Thanks to Tom0Mason for pointing out the following graphic SPM.3 at from the UNIPCC AR5 WGII report.
He states
Within the documentation (page 9 of the full report) is Figure SPM.3 | Climate-change adaptation as an iterative risk management process with multiple feedbacks. People and knowledge shape the process and its outcomes. [Figure 2-1]
This graphic implies that the UN has the ability to tell governments what to do. You all voted for that didn’t you?
Yes the UN minions have set themselves up as identifiers of risk, assessors of risk, establishers of decision-making criteria, and implementers decision and then they’ll monitor you compliance.

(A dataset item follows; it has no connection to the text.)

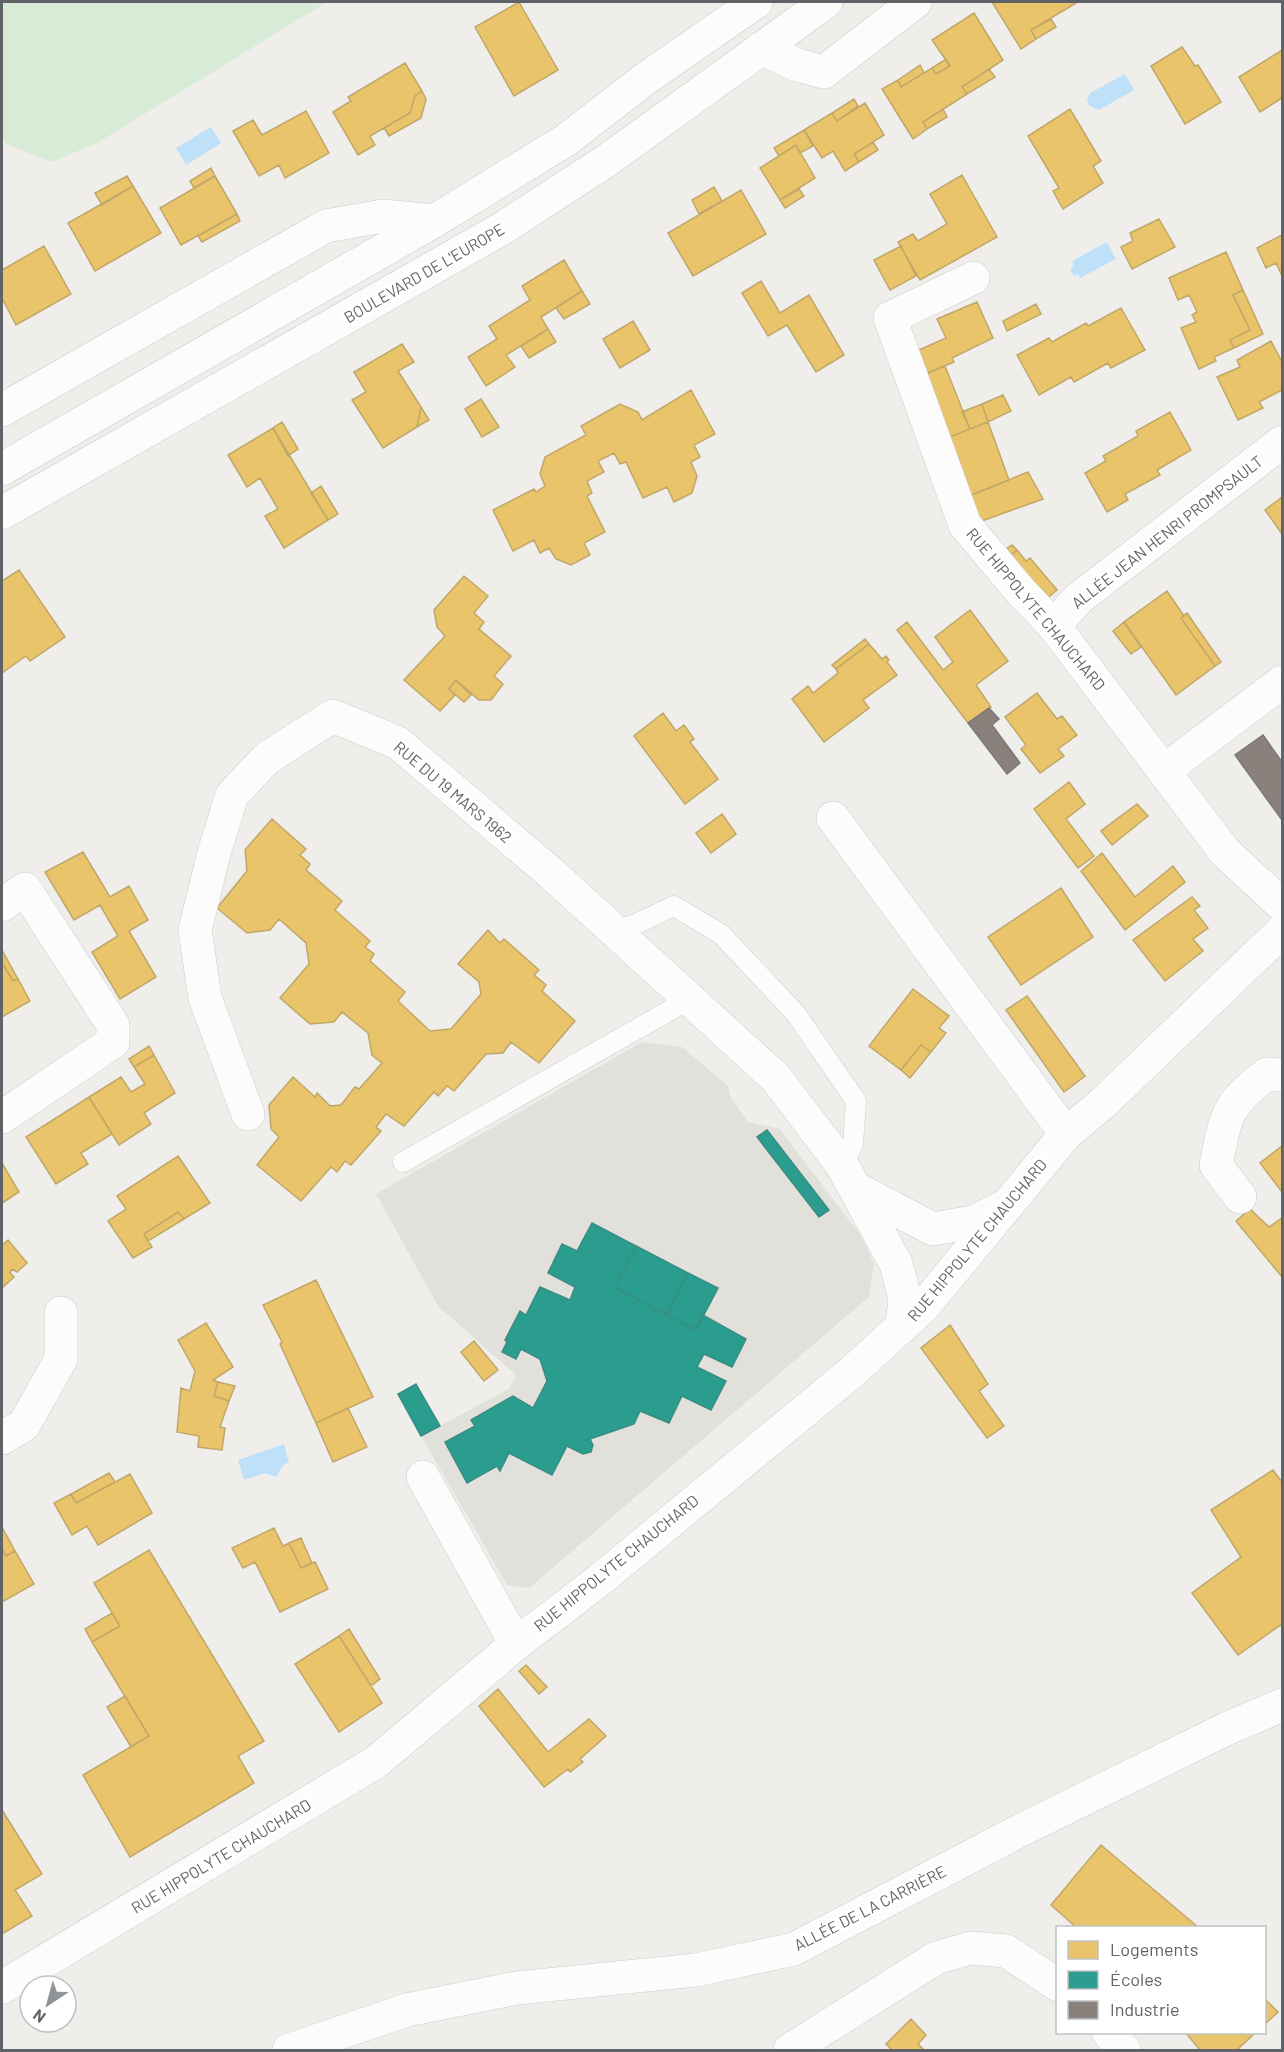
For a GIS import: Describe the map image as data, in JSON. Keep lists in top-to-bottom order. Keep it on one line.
{"streets":{"street":["BOULEVARD DE L'EUROPE","ALLÉE JEAN HENRI PROMPSAULT","RUE HIPPOLYTE CHAUCHARD","RUE DU 19 MARS 1962","ALLÉE DE LA CARRIÈRE"]},"crossings":[["ALLÉE JEAN HENRI PROMPSAULT","RUE HIPPOLYTE CHAUCHARD"],["RUE HIPPOLYTE CHAUCHARD","RUE DU 19 MARS 1962"]],"legend":["Logements","Écoles","Industrie"],"north":"bottom left"}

I am not sure that I entirely agree. The UNIPCC might have set themselves up as telling governments what to do, but they only partially heed what they claim in the chart, and governments even less so. For instance on “scoping“, the identification of risks and vulnerabilities is only partially followed through. In AR4 the UNIPCC scrapped around for every possible risk they could find, and then embellished them. They later admitted the Himalayan glaciers were fabricated, but there was nothing on similar fabrications for crop failures in Africa or for the collapse of the Amazon Rainforest. Nor was there an admission that claims of increasing hurricane activity were unsupported; or that the vanishing snows of Kilimanjaro were not from rising temperatures . The process of scoping should include categorizing risks according to magnitude, likelihood and the quality of the evidence. But no such critical evaluation takes place.
Implementation is a loop of
Implement Decision → Monitor → Review and Learn
In practice (with the UK as an example) implementation is accompanied by an enforcing agency whose monitoring consists of justifying the policy, with no independent audits of the success of the policy, nor identifying any adverse consequences. As a result the reviews to not learn from mistakes, nor how to improve the quality of policy, nor how to take into account new evidence, nor to consider the increasing evidence that the optimal policy is to do nothing.
Kevin Marshall
tom0mason
/ 17/10/2014Thank-you Kevin,
I have not completely read this document as the periodic numbness still overwhelms.
On this point raised, I fear the UN is very much attempting to seduce governments into doing their wishes now, so that on other issues the ground is prepared for more formal UN instructions and demands. A sort of softening-up process, leading to normalizing a command structure with the UN assuming the primary directorial position.
And all done without an election of the people most affected by the UN – ordinary people.